The task of translating resolution proofs into Isabelle/HOL proofs defeated us. We resorted to importing Joe Hurd’s own resolution prover, Metis, which had been designed with the specific aim of being integrated within LCF-style proof assistant (HOL4). Metis was not at all competitive with Vampire or SPASS, but it could do the job if given an absolutely minimal set of axioms, which we could extract from the proof emitted by the external prover. In short, the external prover was being used merely to check that a proof existed and from which specific facts. Someone told me that Christoph Weidenbach was shocked to hear this, but whatever works, works.

So the objective of delivering proofs to the user in source form boiled down to returning a call to metis with the appropriate set of lemmas. This part of the work was done by another postdoc, Kong Woei Susanto.

### The next generation

I know much less about what happened since 2007. It happened at TU Munich, and I was distracted by other research projects. It’s not surprising that others wanted to create a new version of sledgehammer: the original was a prototype, and frankly it was a mess. The single greatest flaw: its translation from Isabelle/HOL into first-order logic was unsound, so “proofs” were regularly returned that could not be run.

The Munich group conducted a big empirical evaluation and only a year later it had been extended to also call SMT solvers. These projects were done by Jasmin Blanchette, Sascha Böhme and Tobias Nipkow. Blanchette has gone on to pursue an extended project related to sledgehammer, including efficient, sound translations (unsoundness is completely gone now), vastly improved proof reconstruction and better support for higher-order logic theorem proving (e.g. through Zipperposition).

### Usage tips

Although sledgehammer offers configuration-free one-click invocation, there are some useful tips in the manual. I almost always run sledgehammer using the jEdit panel, but occasionally it’s a good idea to create a specialised invocation, and you need to read the manual for that. I tend to do this when the panel found a proof but a better one might be found if more time was allocated.

The most obvious advice: keep your subgoals simple. A simple tip is to first apply auto, then use sledgehammer to prove each of the resulting goals. This proof will be a mess and will require restructuring, but getting that first proof is a major step.

Goals containing giant set comprehensions can be difficult even for humans, let alone the computer. Introduce abbreviations judiciously to avoid repeated terms, especially constructions containing bound variables.

If you’ve done all those things and sledgehammer still fails, see if you can think of some intermediate fact that follows from your assumptions and that could help to prove your conclusion. If sledgehammer can prove that fact, you have made progress.

### Sledgehammer in action

To get an idea of how Isabelle/HOL and sledgehammer work together, you might consider watching Martin Kleppmann’s video entitled Correctness proofs of distributed systems with Isabelle. It is chiefly aimed at systems researchers and software developers unfamiliar with the concept of formal verification. He presents his problem in distributed systems and then introduces Isabelle/HOL, starting about five minutes in. He develops some Isabelle proofs right before your eyes, including a number of successful sledgehammer calls.

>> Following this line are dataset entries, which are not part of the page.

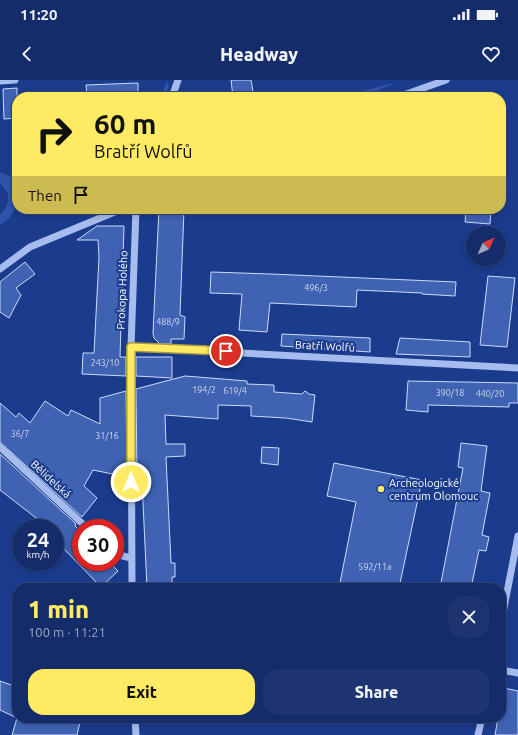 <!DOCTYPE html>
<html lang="en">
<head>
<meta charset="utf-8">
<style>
  :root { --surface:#142c6a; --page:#1d3470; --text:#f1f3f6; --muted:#9da7c1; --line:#33487e; --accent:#ffea64 }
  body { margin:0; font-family:Ubuntu,sans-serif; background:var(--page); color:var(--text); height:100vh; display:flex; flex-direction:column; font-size:15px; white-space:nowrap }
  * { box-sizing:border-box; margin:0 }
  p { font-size:13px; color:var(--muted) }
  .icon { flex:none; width:22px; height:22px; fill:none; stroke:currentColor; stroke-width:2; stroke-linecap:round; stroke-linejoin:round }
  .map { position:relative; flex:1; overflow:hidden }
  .side { position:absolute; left:12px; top:503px; width:494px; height:140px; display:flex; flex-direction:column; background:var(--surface); border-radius:16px; box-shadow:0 2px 6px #0003,0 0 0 1px var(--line) }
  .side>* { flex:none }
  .hud { position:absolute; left:12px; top:12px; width:494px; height:122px; border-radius:16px; box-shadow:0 2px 6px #0003,0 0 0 1px var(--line); background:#ffea64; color:#111; overflow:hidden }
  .needle { width:26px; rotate:45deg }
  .buttons { position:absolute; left:466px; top:146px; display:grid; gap:8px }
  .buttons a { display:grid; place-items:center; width:40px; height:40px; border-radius:50%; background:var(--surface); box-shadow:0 2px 6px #0003,0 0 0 1px var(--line); font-size:20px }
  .speed { position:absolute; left:12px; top:439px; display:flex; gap:8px; font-size:20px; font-weight:700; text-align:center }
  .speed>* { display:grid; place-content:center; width:52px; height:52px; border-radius:50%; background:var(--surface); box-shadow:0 2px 6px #0003,0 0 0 1px var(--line); line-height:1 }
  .speed small { font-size:10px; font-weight:400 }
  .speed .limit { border:6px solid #d22; background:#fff; color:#111 }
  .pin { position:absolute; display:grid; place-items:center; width:34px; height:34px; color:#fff; margin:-17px; border:2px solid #fff; border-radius:50%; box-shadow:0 1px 4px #0007 }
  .me { position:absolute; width:44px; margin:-22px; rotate:0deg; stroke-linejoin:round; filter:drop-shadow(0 0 3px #0008) }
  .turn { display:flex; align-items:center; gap:14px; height:84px; padding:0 16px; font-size:18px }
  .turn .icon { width:52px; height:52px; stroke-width:2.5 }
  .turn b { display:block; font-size:28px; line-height:34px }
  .then { display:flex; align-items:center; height:38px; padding:0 16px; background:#0003; gap:8px; font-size:15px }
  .round { display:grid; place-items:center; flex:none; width:42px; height:42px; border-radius:16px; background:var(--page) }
  .summary { display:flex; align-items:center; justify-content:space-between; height:68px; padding:0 16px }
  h1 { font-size:24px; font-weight:800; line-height:30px; color:var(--accent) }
  .primary-button { display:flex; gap:8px; margin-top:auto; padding:8px 16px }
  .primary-button a { flex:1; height:46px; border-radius:16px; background:var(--accent); color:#111; font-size:16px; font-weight:800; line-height:46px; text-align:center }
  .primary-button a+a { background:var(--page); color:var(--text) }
  .status { display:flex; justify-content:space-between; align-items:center; height:28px; padding:0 20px; background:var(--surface); direction:ltr }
  .status svg { height:11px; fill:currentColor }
  header { display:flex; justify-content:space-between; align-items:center; height:52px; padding:0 16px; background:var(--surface); font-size:18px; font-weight:800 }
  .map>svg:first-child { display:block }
  .green { fill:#2e53ab }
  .building { fill:#3f62b3; stroke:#cddbfa }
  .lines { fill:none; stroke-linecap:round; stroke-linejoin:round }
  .minor { stroke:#a7bcee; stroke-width:7 }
  .route-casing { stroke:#a69841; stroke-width:10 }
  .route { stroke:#ffea64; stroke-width:7 }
  .poi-dot { fill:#ffea64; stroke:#1b3b8d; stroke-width:1.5 }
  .labels { text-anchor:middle; stroke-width:4; stroke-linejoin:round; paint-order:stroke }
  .number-label { font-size:9px; fill:#cfd8ec }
  .street-label { font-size:11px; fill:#fff; stroke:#1b3b8d }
  .poi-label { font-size:11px; fill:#fff; stroke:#1b3b8d; text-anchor:start }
</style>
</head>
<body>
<div class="status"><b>11:20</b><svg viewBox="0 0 49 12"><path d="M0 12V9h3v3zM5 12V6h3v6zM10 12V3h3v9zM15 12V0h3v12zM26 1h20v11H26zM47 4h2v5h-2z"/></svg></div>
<header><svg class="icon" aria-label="back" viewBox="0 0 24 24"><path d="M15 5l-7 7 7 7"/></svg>Headway<svg class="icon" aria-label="heart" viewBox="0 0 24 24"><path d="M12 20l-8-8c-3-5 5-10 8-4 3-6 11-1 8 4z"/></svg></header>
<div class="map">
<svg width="518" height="655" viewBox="0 0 518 655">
  <rect width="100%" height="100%" fill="#1b3b8d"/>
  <!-- green -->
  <g class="green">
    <polygon points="167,0 169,5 165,17 161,17"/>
    <polygon points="397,2 363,17 339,17"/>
    <path d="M0,92L17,99C17,115 20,135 0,145V135L5,129L8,121V113L0,103Z"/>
  </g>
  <!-- building -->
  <g class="building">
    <polygon points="231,0 251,0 254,17 233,17"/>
    <polygon points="138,3 138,17 87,17 86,5"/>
    <polygon points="17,8 17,38 4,39 3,9"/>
    <polygon points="159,129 184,129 180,235 185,237 184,259 171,259 171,264 160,264 154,258 153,253"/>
    <polygon points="466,129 491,129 490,144 465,142"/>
    <polygon points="97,146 124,146 120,277 126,277 126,296 82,294 83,273 94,273 99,177 98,160 77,160"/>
    <polygon points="25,182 35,194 16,208 21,215 9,238 0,232 0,202"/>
    <polygon points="211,192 271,194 456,202 455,216 422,214 422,213 357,210 356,227 270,223 267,252 239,250 242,214 210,213"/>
    <polygon points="488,196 515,198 507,267 480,265"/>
    <polygon points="282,254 370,258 370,272 281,266"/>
    <polygon points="400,258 470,262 470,277 396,274"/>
    <polygon points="136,277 172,277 172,298 136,296"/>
    <polygon points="185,296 247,301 247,304 274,305 274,312 302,314 305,311 309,314 315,315 312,342 286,338 251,336 251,326 218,325 218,339 165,335 166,364 185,364 185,376 166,377 171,483 175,483 175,497 172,497 172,508 147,508 142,401 137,399 136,309"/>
    <polygon points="408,301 518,303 518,323 509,323 509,327 428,325 428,332 406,330"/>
    <polygon points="126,311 127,397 93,390 84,406 97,418 82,437 0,362 0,323 16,337 19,333 30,343 45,321 68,336 71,330 100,344 100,318"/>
    <polygon points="461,363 487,366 481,411 490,413 482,455 489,457 486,471 479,470 471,508 440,508 463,388 458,387"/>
    <polygon points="262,367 279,368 278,385 261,383"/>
    <polygon points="0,374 76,444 75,446 81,452 81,482 109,482 118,491 101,507 62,467 55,466 55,448 36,448 40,441 0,410"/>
    <polygon points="334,383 422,400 399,508 339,508 356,422 327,416"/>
    <polygon points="0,601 17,607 17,638 0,630"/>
    <polygon points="504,608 518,611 518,655 495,655 498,638 501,638 501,621"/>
    <polygon points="17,638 81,638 77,655 12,655"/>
  </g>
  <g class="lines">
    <!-- minor -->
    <g class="minor">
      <polyline points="0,1 15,0"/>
      <polyline points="172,17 178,0"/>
      <polyline points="398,17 446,0"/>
      <polyline points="0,189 30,167 122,129"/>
      <polyline points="131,267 518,288"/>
      <polyline points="0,367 87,448"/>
      <polyline points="115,474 131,478"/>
      <polyline points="132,508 131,267 136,129"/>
      <polyline points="501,543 518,456"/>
      <polyline points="501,590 518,593"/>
      <polyline points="135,638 136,655"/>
      <polyline points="478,655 482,638"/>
    </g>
  </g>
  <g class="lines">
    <defs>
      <polyline id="route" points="131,402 131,267 226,271"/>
    </defs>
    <!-- route casing -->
    <use href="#route" class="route-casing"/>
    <!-- route -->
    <use href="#route" class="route"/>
  </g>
  <!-- markers -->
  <circle class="poi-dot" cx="381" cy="409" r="4"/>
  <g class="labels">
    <!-- number labels -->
    <g class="number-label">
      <text x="316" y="211">496/3</text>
      <text x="168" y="245">488/9</text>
      <text x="105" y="286">243/10</text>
      <text x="204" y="313">194/2</text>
      <text x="235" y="314">619/4</text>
      <text x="450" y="316">390/18</text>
      <text x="490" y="317">440/20</text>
      <text x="20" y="357">36/7</text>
      <text x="107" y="359">31/16</text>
      <text x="375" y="490">592/11a</text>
    </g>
    <!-- street labels -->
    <g class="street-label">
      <text transform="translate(122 210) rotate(-88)" y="4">Prokopa Holého</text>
      <text transform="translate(325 266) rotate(3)" y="4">Bratří Wolfů</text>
      <text transform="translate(51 399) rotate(43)" y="4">Bělidelská</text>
    </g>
    <!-- poi labels -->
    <g class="poi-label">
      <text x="389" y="407">Archeologické<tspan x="389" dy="13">centrum Olomouc</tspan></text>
    </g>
  </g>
</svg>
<div class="buttons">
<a><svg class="needle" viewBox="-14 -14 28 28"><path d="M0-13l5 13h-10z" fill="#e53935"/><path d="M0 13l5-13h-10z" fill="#9da7c1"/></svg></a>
</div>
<div class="speed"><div>24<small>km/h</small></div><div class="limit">30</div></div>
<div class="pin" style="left:226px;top:271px;background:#d93025"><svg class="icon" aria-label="arrive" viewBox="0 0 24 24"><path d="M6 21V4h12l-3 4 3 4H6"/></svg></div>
<svg class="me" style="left:131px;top:402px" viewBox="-20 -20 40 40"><circle r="17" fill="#ffea64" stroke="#fff" stroke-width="3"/><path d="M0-11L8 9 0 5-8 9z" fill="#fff"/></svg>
<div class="hud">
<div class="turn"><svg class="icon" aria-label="right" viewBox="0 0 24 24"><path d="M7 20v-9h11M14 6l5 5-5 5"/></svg><div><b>60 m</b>Bratří Wolfů</div></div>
<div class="then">Then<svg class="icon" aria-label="arrive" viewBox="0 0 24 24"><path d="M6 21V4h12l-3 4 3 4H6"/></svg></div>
</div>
<section class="side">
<div class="summary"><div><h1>1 min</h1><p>100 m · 11:21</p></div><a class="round"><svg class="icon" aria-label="close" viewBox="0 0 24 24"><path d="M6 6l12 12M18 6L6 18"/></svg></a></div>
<div class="primary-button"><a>Exit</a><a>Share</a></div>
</section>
</div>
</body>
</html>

### That last snarky remark

One of the reasons I prefer higher-order logic to dependent type theories — apart from simple semantics, equality that works and no need to put everything in the kernel — is that dependent types seem to make automation much more difficult. Groups with access to institutional support and steady, ample resources still don’t seem to have duplicated what had been built at Cambridge on a single £250K grant. And please don’t say “dependent type checking makes other automation unnecessary”. Yes, I keep hearing this.